2014/04/29

The Real Cost Of Fast Fashion

Laura HellerContributor

Fast fashion is getting faster and cheaper. Rarely a week goes by without a global brand announcing an expansion, new flagship store, partnership program or brand extension to woo millennial shoppers. But what is the real cost of fast fashion?
It’s been year since a factory collapsed in Bangladesh killing 1,129 people, and when Forever 21 , home to the $8 dress, announced it would launch a new brand called F21 Red, Bangladesh came to mind. It’s impossible not to wonder if anything was learned from that disaster.
The new F21 Red will debut in Southern California and offer a larger selection of times at what the retailer terms starting price points, including $1.80 camisoles and $7.80 denim for women and girls. There will be a range of $3.80 T-shirts and tank tops as well as $5.80 leggings in plus sizes.
How can a retailer sell camisoles for $1.80 and T-shirts for $3.80? Bangladesh comes to mind.
Fast fashion chains are expanding quickly. H&M , Gap GPS +0.51% and Fast Fashion’s Uniqlo are all opening stores in China at a brisk pace. And there’s room to grow in South America, India, Europe and the United States.
Forever 21 has roughly 600 stores today, H&M has 3,200, Zara has more than 1,800 locations globally.
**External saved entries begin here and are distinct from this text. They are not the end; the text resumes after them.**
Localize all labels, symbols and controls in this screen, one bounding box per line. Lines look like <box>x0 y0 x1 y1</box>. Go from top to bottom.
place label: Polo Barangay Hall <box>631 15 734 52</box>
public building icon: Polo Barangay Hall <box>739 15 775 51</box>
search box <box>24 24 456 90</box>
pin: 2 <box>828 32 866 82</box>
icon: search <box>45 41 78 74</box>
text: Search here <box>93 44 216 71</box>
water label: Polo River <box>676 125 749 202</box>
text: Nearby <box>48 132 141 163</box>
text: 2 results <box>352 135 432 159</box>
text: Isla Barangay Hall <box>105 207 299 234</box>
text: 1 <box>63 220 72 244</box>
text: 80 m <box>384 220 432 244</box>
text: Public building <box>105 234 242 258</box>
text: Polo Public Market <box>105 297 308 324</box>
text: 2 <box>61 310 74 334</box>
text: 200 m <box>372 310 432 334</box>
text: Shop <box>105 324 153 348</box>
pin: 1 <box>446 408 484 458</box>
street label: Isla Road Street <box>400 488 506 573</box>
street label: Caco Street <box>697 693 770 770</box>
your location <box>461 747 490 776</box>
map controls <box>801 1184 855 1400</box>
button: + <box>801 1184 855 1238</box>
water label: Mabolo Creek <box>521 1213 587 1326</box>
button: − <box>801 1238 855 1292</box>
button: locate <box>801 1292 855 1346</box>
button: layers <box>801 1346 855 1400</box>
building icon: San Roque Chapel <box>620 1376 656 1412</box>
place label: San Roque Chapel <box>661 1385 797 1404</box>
Uniqlo and Top Shop are both just getting going and U.S. shoppers, specifically young U.S. shoppers, have an insatiable hunger for their goods.
To their credit, H&M, Gap and Zara have all signed a pledge to improve factory conditions and Forever 21 had a vendor compliance and ethical sourcing program that includes factory visits.
But as demand continues to climb for apparel items that retail for less than $2, the questions of how those are produced will linger. A year later, has Bangladesh changed much?